Con l’affermazione planetaria del turbocapitalismo si è realizzato un cambiamento, caratterizzato dalla terziarizzazione e dalla globalizzazione, che ha condotto ad abbandonare l’etica del lavoro produttivo e il senso di appartenenza a comunità ancorate ad un territorio. Questa trasformazione è andata oltre il terreno economico, ed è stata uno dei fattori della liquefazione della società che caratterizza la modernità attuale. Si sono indeboliti i legami interpersonali e più marcatamente quelli di appartenenza familiare, nazionale, di classe, professionale, ecc.
Sono venuti a mancare valori comuni e stabili punti di riferimento su cui orientare i comportamenti. Così, nell’influenzare i modi di vita, hanno assunto un ruolo centrale i mezzi di informazione veicoli di una ideologia neoliberale che fa sue preminenti finalità la promozione dei consumi, il culto del successo e della ricchezza, portando a un crescente individualismo.
Oggi, interpreti di questa visione del mondo sono in particolare i membri di una élite meritocratica che anticipa con i suoi comportamenti le tendenze destinate presto a diventare di massa. Tuttavia, sono ancora molti a non accettare le novità loro continuamente proposte (il cosmopolitismo, il politicamente corretto, le applicazioni della teoria gender, la cancel culture, la promozione a “diritti” di pratiche lesive della dignità dell’essere umano, ecc.): fra questi, c’è chi, avendo una fede religiosa, dispone di solidi strumenti di orientamento che lo sottraggono all’omologazione; ma i più li troviamo nei ceti popolari e fra le persone di una certa età che hanno visto, nel corso della vita, il progressivo capovolgimento di tutto quando hanno assimilato in gioventù; ci sono poi quei giovani in cerca di ideali che la società attuale non sa proporre. Quindi anche su questo terreno, si verificano fratture e contrapposizioni.

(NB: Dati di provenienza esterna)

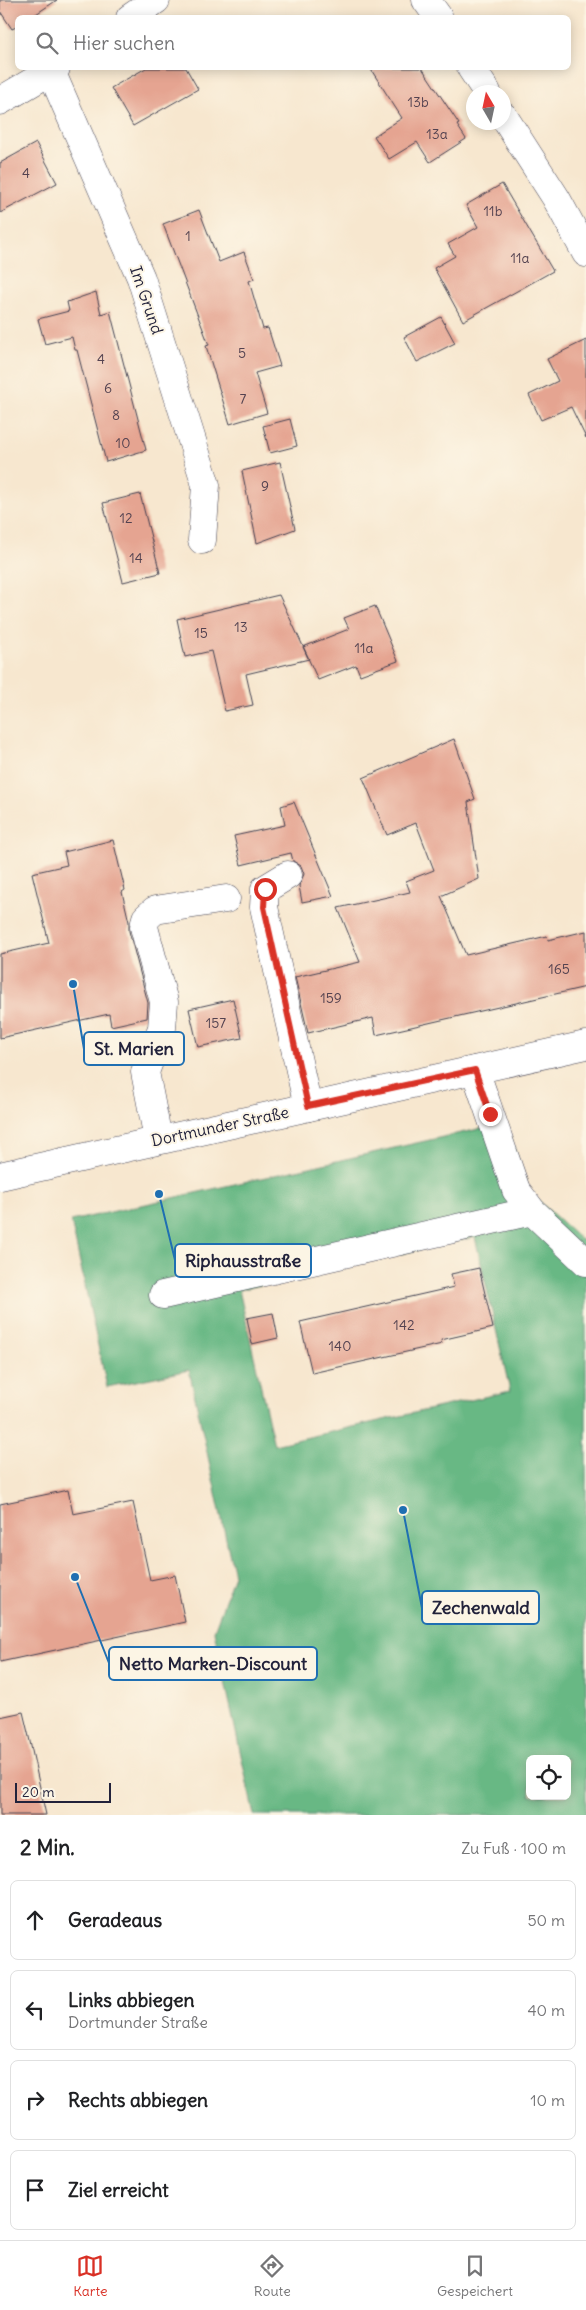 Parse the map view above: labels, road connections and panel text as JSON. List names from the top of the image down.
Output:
{
  "streets": {
    "street": ["Im Grund", "Dortmunder Straße"]
  },
  "places": [
    "St. Marien",
    "Riphausstraße",
    "Zechenwald",
    "Netto Marken-Discount"
  ],
  "house_numbers": [
    "13b",
    "13a",
    "4",
    "11b",
    "1",
    "11a",
    "5",
    "4",
    "6",
    "7",
    "8",
    "10",
    "9",
    "12",
    "14",
    "13",
    "15",
    "11a",
    "165",
    "159",
    "157",
    "142",
    "140"
  ],
  "scale_bar": "20 m",
  "north": "top",
  "page": {
    "search": "Hier suchen",
    "scale": "20 m",
    "heading": ["2 Min.", "Zu Fuß · 100 m"],
    "list": [
      ["Geradeaus", "50 m"],
      ["Links abbiegen", "Dortmunder Straße", "40 m"],
      ["Rechts abbiegen", "10 m"],
      "Ziel erreicht"
    ],
    "nav": ["Karte", "Route", "Gespeichert"]
  }
}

Di fronte a questa società frantumata in mille pezzi, il primo quesito che dobbiamo porci è: che cosa può fare la politica? Il compito di ogni partito dovrebbe essere mettere insieme quanto più possibile dei vari cocci, smussandone gli spigoli, eliminandone le incompatibilità, mediando per proporre dei progetti realistici in grado di soddisfare le domande dei più, o quanto meno di quello che tradizionalmente è, o è stato, il suo elettorato di riferimento.
Un bipolarismo incentrato sulla classica distinzione destra/sinistra è in grado di svolgere un tale compito?
“Per quanto attiene ai valori, mi sento di destra; in tema di eguaglianza e di apertura alle istanze popolari, guardo alla sinistra” è un discorso che ho sentito più volte. Altri si dicono di sinistra in tema di diritti individuali, di apertura alla modernità, ma precisano di essere per il merito, e ritengono inaccettabile l’egualitarismo, secondo loro, ancora presente a sinistra. Anche su questioni riguardanti l’ambiente, la politica estera, la scuola, la cultura, l’immigrazione ed altro, troviamo persone d’accordo con la sinistra, oppure con la destra, su qualche tematica, ma in netto contrasto sulle rimanenti. Pertanto, le proposte fornite da un sistema politico polarizzato su destra e sinistra lasceranno insoddisfatti molti cittadini, e porteranno acqua al solo bacino dell’astensionismo.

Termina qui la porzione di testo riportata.